#### RECORDED DATA

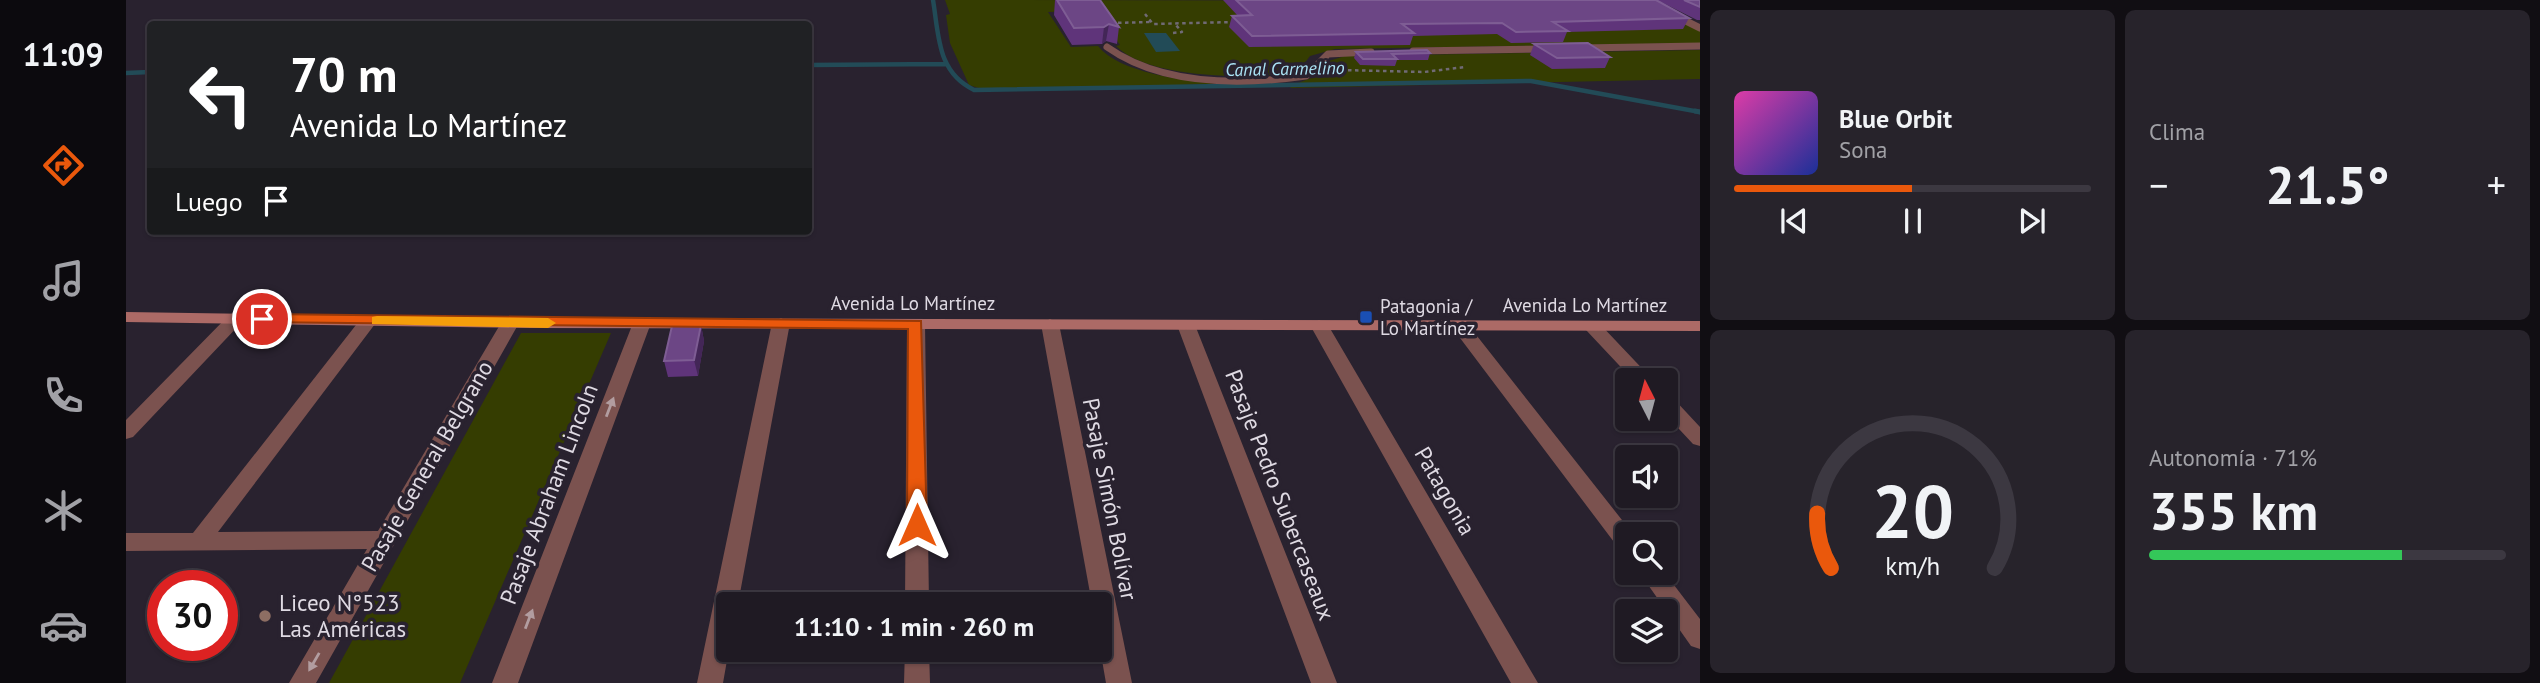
<!DOCTYPE html>
<html lang="es">
<head>
<meta charset="utf-8">
<style>
  body { margin:0; font-family:"PT Sans",sans-serif; background:#27232b; color:#f1f3f6; height:100vh; display:flex; flex-direction:column; font-size:26px; white-space:nowrap }
  * { box-sizing:border-box; margin:0 }
  p { font-size:23px; color:#a1a1a6 }
  .icon { flex:none; width:38px; height:38px; fill:none; stroke:currentColor; stroke-width:2; stroke-linecap:round; stroke-linejoin:round }
  .map { position:relative; flex:1; overflow:hidden }
  .side { display:flex; flex-direction:column; gap:10px; padding:10px; background:#110e13; width:840px }
  .side>* { flex:none }
  .guide { position:absolute; left:21px; top:21px; width:665px; height:214px; border-radius:7px; box-shadow:0 2px 5px #0004,0 0 0 2px #3c3841; background:#202124; color:#fff; overflow:hidden }
  .needle { width:46px; rotate:354deg }
  .tools { position:absolute; left:1489px; top:368px; display:grid; gap:14px }
  .tools a { display:grid; place-items:center; width:63px; height:63px; border-radius:7px; background:#1f1a23; box-shadow:0 2px 5px #0004,0 0 0 2px #3c3841; font-size:35px }
  .speed { position:absolute; left:21px; top:570px; display:flex; gap:14px; font-size:35px; font-weight:700; text-align:center }
  .speed>* { display:grid; place-content:center; width:91px; height:91px; border-radius:50%; background:#1f1a23; box-shadow:0 2px 5px #0004,0 0 0 2px #3c3841; line-height:1 }
  .speed .limit { border:10px solid #d22; background:#fff; color:#111 }
  .pin { position:absolute; display:grid; place-items:center; width:60px; height:60px; color:#fff; margin:-30px; border:4px solid #fff; border-radius:50%; box-shadow:0 2px 7px #0007 }
  .me { position:absolute; width:77px; margin:-38px; rotate:0deg; stroke-linejoin:round; filter:drop-shadow(0 0 5px #0008) }
  .turn { display:flex; align-items:center; gap:24px; height:147px; padding:0 28px; font-size:32px }
  .turn .icon { width:91px; height:91px; stroke-width:2.5 }
  .turn b { display:block; font-size:49px; line-height:60px }
  .then { display:flex; align-items:center; height:66px; padding:0 28px; background:#0003; gap:14px; font-size:26px }
  .big { font-size:52px; font-weight:700; line-height:1.1 }
  .side .card { flex:1; display:flex; flex-direction:column; justify-content:center; gap:10px; min-width:0; padding:0 24px; border-radius:10px; background:#27232b }
  .side .dial { align-items:center; gap:0 }
  .dial svg { height:182px; overflow:visible; fill:none; stroke:#3c3841; stroke-width:7; stroke-linecap:round; text-anchor:middle }
  .dial text { fill:#f1f3f6; stroke:none }
  .song { display:flex; align-items:center; gap:21px }
  .cover { width:84px; height:84px; border-radius:10px; background:linear-gradient(135deg,hsl(320 70% 55%),hsl(230 70% 35%)) }
  .played { height:7px; border-radius:4px; background:linear-gradient(90deg,#ea580c 50%,#3c3841 50%) }
  .keys { display:flex; justify-content:space-around; direction:ltr }
  .heat { display:flex; justify-content:space-between; align-items:center; font-size:38px; direction:ltr }
  .charge { height:10px; border-radius:5px; background:linear-gradient(90deg,#34c759 71%,#3c3841 0) }
  .side .tiles { flex:1; display:grid; gap:10px; grid-template-columns:repeat(2,1fr) }
  .trip { position:absolute; left:590px; top:592px; width:396px; height:70px; border-radius:7px; background:#1f1a23; box-shadow:0 2px 5px #0004,0 0 0 2px #3c3841; font-weight:700; line-height:70px; text-align:center }
  main { display:flex; flex:1; min-height:0 }
  .tabs { display:flex; flex-direction:column; width:126px; justify-content:space-around; align-items:center; background:#0c0a0e; color:#a1a1a6 }
  .tabs .icon { width:49px; height:49px }
  .tabs .current { color:#ea580c }
  .tabs b { font-size:32px; color:#f1f3f6 }
  .map>svg:first-child { display:block }
  .green { fill:#353d01 }
  .water { fill:#224b57 }
  .lines { fill:none; stroke-linecap:round; stroke-linejoin:round }
  .stream-far1 { stroke:#224b57; stroke-width:4.5 }
  .stream { stroke:#224b57; stroke-width:5 }
  .path { stroke:#706a75; stroke-width:2.5; stroke-dasharray:3.5 3.5; stroke-linecap:butt }
  .service { stroke:#7b524f; stroke-width:7 }
  .minor { fill:#7b524f; fill-rule:evenodd }
  .secondary { fill:#ac6a66; fill-rule:evenodd }
  .wall { fill:#5f347a }
  .shaded-wall { fill:#432657 }
  .building { fill:#6c4685; stroke:#7e5d94; stroke-width:2 }
  .oneway { fill:#b29da0 }
  .route { fill:#ea580c; stroke:#983908; stroke-width:2 }
  .slow { fill:#f59e0b }
  .transit-dot { fill:#1a4fb4; stroke:#29222f; stroke-width:2.5 }
  .education-dot { fill:#8d6e63; stroke:#29222f; stroke-width:2.5 }
  .labels { text-anchor:middle; stroke-width:7; stroke-linejoin:round; paint-order:stroke }
  .far-water-label { font-size:18px; font-style:italic; fill:#aae3f4; stroke:#29222f }
  .street-label { font-size:19px; fill:#dfdae3; stroke:#29222f }
  .poi-label { font-size:19px; fill:#dfdae3; stroke:#29222f; text-anchor:start }
  .near-street-label { font-size:23px; fill:#dfdae3; stroke:#29222f }
  .near-poi-label { font-size:23px; fill:#dfdae3; stroke:#29222f; text-anchor:start }
</style>
</head>
<body>
<main>
<nav class="tabs">
<b>11:09</b>
<svg class="icon current" aria-label="directions" viewBox="0 0 24 24"><path d="M12 3l9 9-9 9-9-9zM9 14v-3h6M13 9l2 2-2 2"/></svg>
<svg class="icon" aria-label="music" viewBox="0 0 24 24"><path d="M9 18V5l10-2v13"/><circle cx="6" cy="18" r="3"/><circle cx="16" cy="16" r="3"/></svg>
<svg class="icon" aria-label="phone" viewBox="0 0 24 24"><path d="M5 4h4l2 5-3 2q2 4 5 5l2-3 5 2v4C11 20 4 13 5 4z"/></svg>
<svg class="icon" aria-label="climate" viewBox="0 0 24 24"><path d="M12 3v18M4 7l16 10M4 17L20 7"/></svg>
<svg class="icon" aria-label="car" viewBox="0 0 24 24"><path d="M5 17H2v-5l4-1 3-4h7l3 4 3 1v5h-3M9 17h6M6 11h13"/><circle cx="7" cy="17" r="2"/><circle cx="17" cy="17" r="2"/></svg>
</nav>
<div class="map">
<svg width="1574" height="683" viewBox="0 0 1574 683">
  <rect width="100%" height="100%" fill="#29222f"/>
  <!-- green -->
  <path class="green" d="M819 0 1515 1 1574 30V43L1209 49 1184 56 1172 72C1128 80 1022 79 990 46L994 45 970 11 922 12 945 47 972 46C993 73 1060 81 1093 84L859 90 843 85 824 43 820 15 824 14Z
    M1574 50V79L1164 88C1182 75 1191 83 1203 61L1219 56Z
    M395 333H485L334 683H203Z"/>
  <!-- water -->
  <path class="water" d="M1018 33H1040L1054 51 1030 52Z"/>
  <g class="lines">
    <!-- stream-far1 -->
    <path class="stream-far1" d="M807 0C813 36 811 72 848 90L1405 81 1574 112
      M682 65 820 64
      M0 73 24 72"/>
    <!-- stream -->
    <path class="stream" d="M1569 111 1574 112"/>
    <!-- path -->
    <path class="path" d="M1019 14 1027 24 1108 22
      M985 23 1025 22
      M1047 33 1056 32 1049 24
      M1215 70 1298 72 1339 67"/>
    <!-- service -->
    <path class="service" d="M1548 15 1574 28
      M981 47C1036 86 1116 85 1180 76L1202 54 1245 52
      M1455 48 1574 46
      M1287 51 1423 49"/>
    <!-- minor -->
    <path class="minor" d="M110 313 118 318 116 322 7 437 0 439V420L104 314Z
      M243 315 249 316 251 320 249 324 92 532 252 531 375 323 384 318 393 323 190 683H163L241 549 0 551V533H67L237 316Z
      M516 318 525 323 392 683H366L507 323Z
      M655 318 664 323 612 604H602L603 649 597 683H571L646 323Z
      M790 319 799 324 803 604H779L781 324Z
      M924 319 933 324 1006 683H980L973 643V604H966L915 324Z
      M1060 320 1069 325 1211 683H1185L1051 325Z
      M1193 320 1202 325 1412 683H1385L1184 325Z
      M1334 321 1340 322 1507 534H1502V553L1494 550 1328 330 1325 326Z
      M1466 321 1472 322 1527 380H1507L1460 330 1457 326Z
      M1540 397 1547 398 1574 427V446L1567 444 1540 415Z
      M1513 572H1538L1574 619V649L1565 646Z
      M779 649H803L804 683H778Z"/>
    <!-- secondary -->
    <path class="secondary" d="M0 312 407 318 1574 321V331L407 328 0 322Z"/>
  </g>
  <!-- wall -->
  <path class="wall" d="M929 0H974L993 27 991 44 980 41 976 44 946 45 928 15Z
    M1097 0H1574V20H1571L1535 2 1563 18 1557 29 1441 32 1437 42 1385 43 1371 34 1287 36 1284 45 1123 47 1103 27 1106 16H1112Z
    M1408 44 1484 57 1479 68 1426 69 1404 55Z
    M1230 52 1304 53 1302 60H1271L1269 66 1234 65 1228 58Z
    M575 325 578 341 572 376 542 377 538 361Z"/>
  <!-- shaded-wall -->
  <path class="shaded-wall" d="M983 24 980 41 976 44 978 27Z
    M575 325 578 341 572 376 568 360Z"/>
  <!-- building -->
  <path class="building" d="M931 0H974L993 27 983 24 978 27 948 28Z
    M1110 0H1530L1563 18 1427 22 1442 31 1390 32 1376 23 1276 24 1288 33 1126 36 1106 16 1126 15Z
    M1558 0H1574V7Z
    M1462 43 1484 57 1431 58 1408 44Z
    M1301 50 1304 53 1266 54 1271 59H1237L1230 52Z
    M575 325 568 360 538 361 546 326Z"/>
  <!-- one-way arrows -->
  <defs><path id="oneway-solid" d="M-6-.8H1V-3.2L6.5 0L1 3.2V.8H-6Z" transform="scale(1.75)"/></defs>
  <g class="oneway">
    <use href="#oneway-solid" transform="translate(484 407) rotate(-69)"/>
    <use href="#oneway-solid" transform="translate(403 619) rotate(-69)"/>
    <use href="#oneway-solid" transform="translate(188 662) rotate(120)"/>
  </g>
  <!-- route -->
  <path class="route" d="M136 314 795 321 801 525 798 530H784L781 525 782 329 131 322V316Z"/>
  <!-- slow -->
  <path class="slow" d="M251 316 422 318 430 323 422 328 246 324V317Z"/>
  <!-- markers -->
  <rect class="transit-dot" x="1233" y="310" width="14" height="14" rx="3.5"/>
  <circle class="education-dot" cx="139" cy="616" r="7"/>
  <g class="labels">
    <!-- far-water labels -->
    <g class="far-water-label">
      <text transform="translate(1159 69) rotate(-1)" y="6">Canal Carmelino</text>
    </g>
    <!-- street labels -->
    <g class="street-label">
      <text x="787" y="310">Avenida Lo Martínez</text>
      <text x="1459" y="312">Avenida Lo Martínez</text>
    </g>
    <!-- poi labels -->
    <g class="poi-label">
      <text x="1254" y="313">Patagonia /<tspan x="1254" dy="22">Lo Martínez</tspan></text>
    </g>
    <!-- near-street labels -->
    <g class="near-street-label">
      <text transform="translate(301 466) rotate(-60)" y="8">Pasaje General Belgrano</text>
      <text transform="translate(1319 491) rotate(60)" y="8">Patagonia</text>
      <text transform="translate(423 494) rotate(-69)" y="8">Pasaje Abraham Lincoln</text>
      <text transform="translate(1154 495) rotate(69)" y="8">Pasaje Pedro Subercaseaux</text>
      <text transform="translate(984 499) rotate(79)" y="8">Pasaje Simón Bolívar</text>
    </g>
    <!-- near-poi labels -->
    <g class="near-poi-label">
      <text x="153" y="611">Liceo N°523<tspan x="153" dy="26">Las Américas</tspan></text>
    </g>
  </g>
</svg>
<div class="tools">
<a><svg class="needle" viewBox="-14 -14 28 28"><path d="M0-13l5 13h-10z" fill="#e53935"/><path d="M0 13l5-13h-10z" fill="#a1a1a6"/></svg></a>
<a><svg class="icon" aria-label="sound" viewBox="0 0 24 24"><path d="M4 9h4l5-4v14l-5-4H4zM17 9q2 3 0 6"/></svg></a>
<a><svg class="icon" aria-label="search" viewBox="0 0 24 24"><circle cx="10" cy="10" r="6"/><path d="M15 15l6 6"/></svg></a>
<a><svg class="icon" aria-label="layers" viewBox="0 0 24 24"><path d="M12 4l9 5-9 5-9-5zM3 14l9 5 9-5"/></svg></a>
</div>
<div class="speed"><div class="limit">30</div></div>
<div class="pin" style="left:136px;top:319px;background:#d93025"><svg class="icon" aria-label="arrive" viewBox="0 0 24 24"><path d="M6 21V4h12l-3 4 3 4H6"/></svg></div>
<svg class="me" style="left:791px;top:525px" viewBox="-20 -20 40 40"><path d="M0-17L14 15 0 8-14 15z" fill="#ea580c" stroke="#fff" stroke-width="4"/></svg>
<div class="trip">11:10 · 1 min · 260 m</div>
<div class="guide">
<div class="turn"><svg class="icon" aria-label="left" viewBox="0 0 24 24"><path d="M17 20v-9H6M10 6l-5 5 5 5"/></svg><div><b>70 m</b>Avenida Lo Martínez</div></div>
<div class="then">Luego<svg class="icon" aria-label="arrive" viewBox="0 0 24 24"><path d="M6 21V4h12l-3 4 3 4H6"/></svg></div>
</div>
</div>
<section class="side">
<div class="tiles">
<div class="card">
<div class="song"><i class="cover"></i><div><b>Blue Orbit</b><p>Sona</p></div></div>
<div class="played"></div>
<div class="keys"><svg class="icon" aria-label="previous" viewBox="0 0 24 24"><path d="M18 5L8 12l10 7zM5 5v14"/></svg><svg class="icon" aria-label="pause" viewBox="0 0 24 24"><path d="M8 5v14M16 5v14"/></svg><svg class="icon" aria-label="next" viewBox="0 0 24 24"><path d="M6 5l10 7-10 7zM19 5v14"/></svg></div>
</div>
<div class="card"><p>Clima</p>
<div class="heat"><a>−</a><b class="big">21.5°</b><a>+</a></div>
</div>
<div class="card dial"><svg viewBox="0 0 100 80">
<path d="M14 69A42 42 0 1 1 86 69"/>
<path d="M14 69A42 42 0 0 1 8 45" stroke="#ea580c"/>
<text x="50" y="56" font-size="32" font-weight="700">20</text>
<text x="50" y="72" font-size="11">km/h</text>
</svg></div>
<div class="card"><p>Autonomía · 71%</p><b class="big">355 km</b><div class="charge"></div></div>
</div>
</section>
</main>
</body>
</html>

########

TASK ITEM
If a line comes after the line with "position:relative; flex:1; overflow:hidden", it stays out; print exactly every line from the start of the entries up to and including that line, but no pictures.

EXERCISE SOLUTION
<!DOCTYPE html>
<html lang="es">
<head>
<meta charset="utf-8">
<style>
  body { margin:0; font-family:"PT Sans",sans-serif; background:#27232b; color:#f1f3f6; height:100vh; display:flex; flex-direction:column; font-size:26px; white-space:nowrap }
  * { box-sizing:border-box; margin:0 }
  p { font-size:23px; color:#a1a1a6 }
  .icon { flex:none; width:38px; height:38px; fill:none; stroke:currentColor; stroke-width:2; stroke-linecap:round; stroke-linejoin:round }
  .map { position:relative; flex:1; overflow:hidden }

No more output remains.